What you return must match the records below exactly, down to each character.

[Collected data entries]

::::

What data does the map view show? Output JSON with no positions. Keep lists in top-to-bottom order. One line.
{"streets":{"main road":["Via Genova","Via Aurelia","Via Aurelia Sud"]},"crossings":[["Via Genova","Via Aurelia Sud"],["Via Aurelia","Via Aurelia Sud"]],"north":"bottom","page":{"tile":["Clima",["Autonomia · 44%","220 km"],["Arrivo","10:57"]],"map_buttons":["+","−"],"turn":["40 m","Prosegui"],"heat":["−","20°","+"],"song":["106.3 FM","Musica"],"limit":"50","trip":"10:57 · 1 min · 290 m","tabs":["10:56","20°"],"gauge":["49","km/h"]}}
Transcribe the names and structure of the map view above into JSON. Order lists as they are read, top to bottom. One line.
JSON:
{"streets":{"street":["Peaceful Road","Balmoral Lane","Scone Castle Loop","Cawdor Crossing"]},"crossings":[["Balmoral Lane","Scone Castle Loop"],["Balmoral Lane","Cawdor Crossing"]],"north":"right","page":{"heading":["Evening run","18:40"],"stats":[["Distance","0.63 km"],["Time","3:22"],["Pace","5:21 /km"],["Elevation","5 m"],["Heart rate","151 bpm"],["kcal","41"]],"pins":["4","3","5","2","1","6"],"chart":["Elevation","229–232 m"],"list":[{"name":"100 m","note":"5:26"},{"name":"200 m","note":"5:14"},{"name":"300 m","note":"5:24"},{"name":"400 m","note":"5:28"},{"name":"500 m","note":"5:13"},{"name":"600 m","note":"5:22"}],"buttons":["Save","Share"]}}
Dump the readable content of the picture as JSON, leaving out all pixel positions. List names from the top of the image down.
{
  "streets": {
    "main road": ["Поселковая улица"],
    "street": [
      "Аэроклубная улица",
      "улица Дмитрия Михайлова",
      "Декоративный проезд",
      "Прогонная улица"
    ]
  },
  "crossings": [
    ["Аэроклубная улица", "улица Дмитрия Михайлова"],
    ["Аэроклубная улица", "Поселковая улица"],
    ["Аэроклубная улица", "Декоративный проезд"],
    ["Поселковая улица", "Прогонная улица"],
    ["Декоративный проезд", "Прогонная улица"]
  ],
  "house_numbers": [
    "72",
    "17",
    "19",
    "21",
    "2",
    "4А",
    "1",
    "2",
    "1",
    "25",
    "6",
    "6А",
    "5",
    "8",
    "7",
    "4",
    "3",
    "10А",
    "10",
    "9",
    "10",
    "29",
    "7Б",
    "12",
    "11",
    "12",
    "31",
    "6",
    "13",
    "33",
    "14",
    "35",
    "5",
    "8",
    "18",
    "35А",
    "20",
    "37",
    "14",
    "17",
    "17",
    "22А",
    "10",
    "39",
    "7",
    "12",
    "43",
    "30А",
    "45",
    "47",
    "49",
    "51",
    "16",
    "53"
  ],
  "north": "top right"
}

::::

**TASK SOLUTION**
What data does the map view show? Output JSON with no positions. Keep lists in top-to-bottom order. One line.
{"streets":{"main road":["Via Genova","Via Aurelia","Via Aurelia Sud"]},"crossings":[["Via Genova","Via Aurelia Sud"],["Via Aurelia","Via Aurelia Sud"]],"north":"bottom","page":{"tile":["Clima",["Autonomia · 44%","220 km"],["Arrivo","10:57"]],"map_buttons":["+","−"],"turn":["40 m","Prosegui"],"heat":["−","20°","+"],"song":["106.3 FM","Musica"],"limit":"50","trip":"10:57 · 1 min · 290 m","tabs":["10:56","20°"],"gauge":["49","km/h"]}}
Transcribe the names and structure of the map view above into JSON. Order lists as they are read, top to bottom. One line.
JSON:
{"streets":{"street":["Peaceful Road","Balmoral Lane","Scone Castle Loop","Cawdor Crossing"]},"crossings":[["Balmoral Lane","Scone Castle Loop"],["Balmoral Lane","Cawdor Crossing"]],"north":"right","page":{"heading":["Evening run","18:40"],"stats":[["Distance","0.63 km"],["Time","3:22"],["Pace","5:21 /km"],["Elevation","5 m"],["Heart rate","151 bpm"],["kcal","41"]],"pins":["4","3","5","2","1","6"],"chart":["Elevation","229–232 m"],"list":[{"name":"100 m","note":"5:26"},{"name":"200 m","note":"5:14"},{"name":"300 m","note":"5:24"},{"name":"400 m","note":"5:28"},{"name":"500 m","note":"5:13"},{"name":"600 m","note":"5:22"}],"buttons":["Save","Share"]}}
Dump the readable content of the picture as JSON, leaving out all pixel positions. List names from the top of the image down.
{
  "streets": {
    "main road": ["Поселковая улица"],
    "street": [
      "Аэроклубная улица",
      "улица Дмитрия Михайлова",
      "Декоративный проезд",
      "Прогонная улица"
    ]
  },
  "crossings": [
    ["Аэроклубная улица", "улица Дмитрия Михайлова"],
    ["Аэроклубная улица", "Поселковая улица"],
    ["Аэроклубная улица", "Декоративный проезд"],
    ["Поселковая улица", "Прогонная улица"],
    ["Декоративный проезд", "Прогонная улица"]
  ],
  "house_numbers": [
    "72",
    "17",
    "19",
    "21",
    "2",
    "4А",
    "1",
    "2",
    "1",
    "25",
    "6",
    "6А",
    "5",
    "8",
    "7",
    "4",
    "3",
    "10А",
    "10",
    "9",
    "10",
    "29",
    "7Б",
    "12",
    "11",
    "12",
    "31",
    "6",
    "13",
    "33",
    "14",
    "35",
    "5",
    "8",
    "18",
    "35А",
    "20",
    "37",
    "14",
    "17",
    "17",
    "22А",
    "10",
    "39",
    "7",
    "12",
    "43",
    "30А",
    "45",
    "47",
    "49",
    "51",
    "16",
    "53"
  ],
  "north": "top right"
}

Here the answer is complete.